Day By Day© by Chris Muir.

Tuesday, December 13, 2005

A very interesting argument in favor of the death penalty

The Captain is opposed to the death penalty, but he published this letter from a prosecutor arguing that the death penalty does have a deterrent effect:

Suppose we have a career criminal with a long record of violent felonies, what we in California would call a 'three-striker', who knows that he will be sent to prison for the rest of his life if he is ever caught committing a new offense. When he goes to rob the local convenience store, he doesn't want to hurt anyone - he just wants the money. But he also knows that, as there is no death penalty, he will face the exact same punishment (life imprisonment) whether or not he kills the clerk, the only witness to his crime. He would be a fool not to do so. If he happens to bump into a police officer on the way out, he may as well kill him too - there is no extra charge, so to speak. If we somehow manage to catch the 'three-striker' and place him on trial, it will be in his best interest to sabatoge his own trial by killling witnesses, jurors, prosecutors or judges. After all, if we can't convict him, he goes free. (Remember that scene from the movie Traffic, where the druglord walks?) And even if we manage to successfully prosecute him for one of these new murders, he will still only face the same life sentence that he was sure to get in the first place.
That's the numb of the letter, although there's more. The Captain also adds that a reader emailed in the fact that, an Atlantic Month article repeats a a Brookings Institute study to the effect that "each execution deters eighteen potential murders." I wonder if the 2000 people who camped out at SQ for Tookie's demise know this -- or if they care. I'll also add one random thought to the prosecutor's point about it being in the robber's best interest to kill witnesses, because there's no increased penalty for doing so.

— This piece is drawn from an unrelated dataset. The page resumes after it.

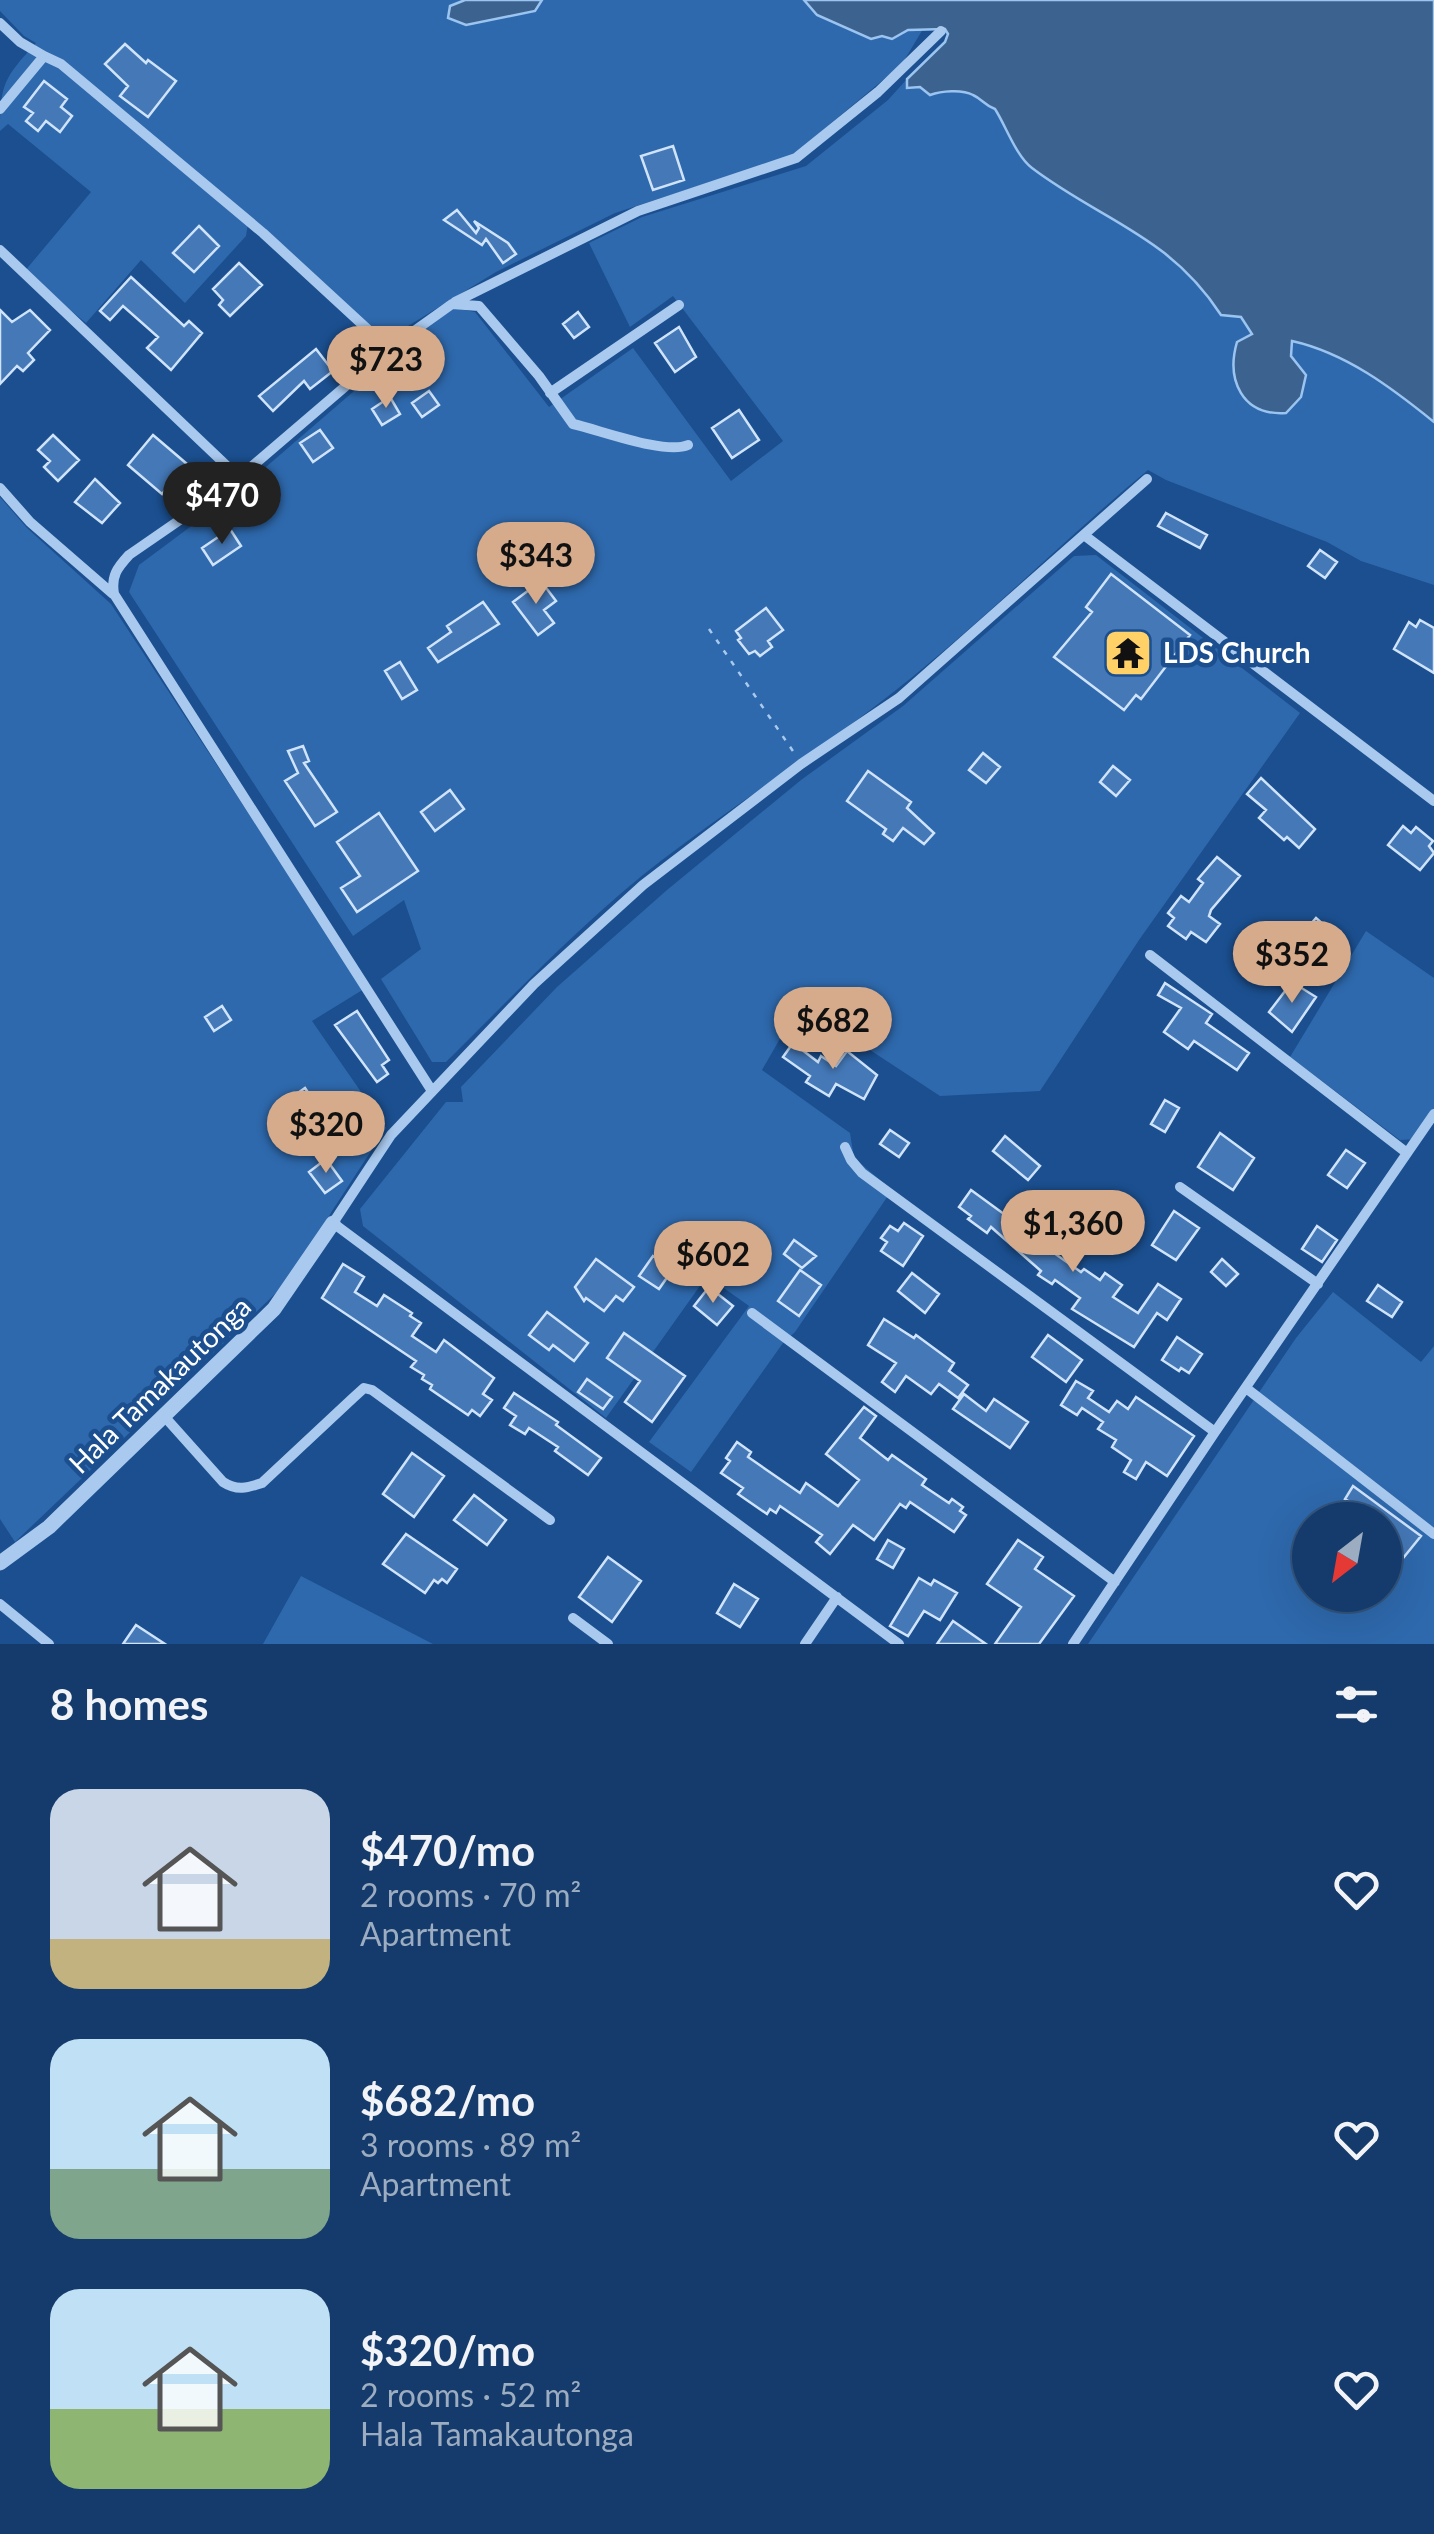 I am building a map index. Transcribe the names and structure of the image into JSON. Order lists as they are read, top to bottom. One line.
{"streets":{"street":["Hala Tamakautonga"]},"places":{"temple":["LDS Church"]},"north":"bottom left","page":{"price":["$723","$470","$343","$352","$682","$320","$1,360","$602"],"heading":"8 homes","list":[{"name":"$470/mo","note":"2 rooms · 70 m² · Apartment"},{"name":"$682/mo","note":"3 rooms · 89 m² · Apartment"},{"name":"$320/mo","note":"2 rooms · 52 m² · Hala Tamakautonga"}]}}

In London, they made it illegal for law abiding citizens to use guns to defend themselves against intruders in their own homes. England also has no death penalty. The result has been a huge increase in both robberies and robberies ending in murder in London. The robber has no risk going into the house, because the law abiding home owner can't protect himself, and he has no risk going out of the house because he's killed the witnesses. Is that really how we want to end up?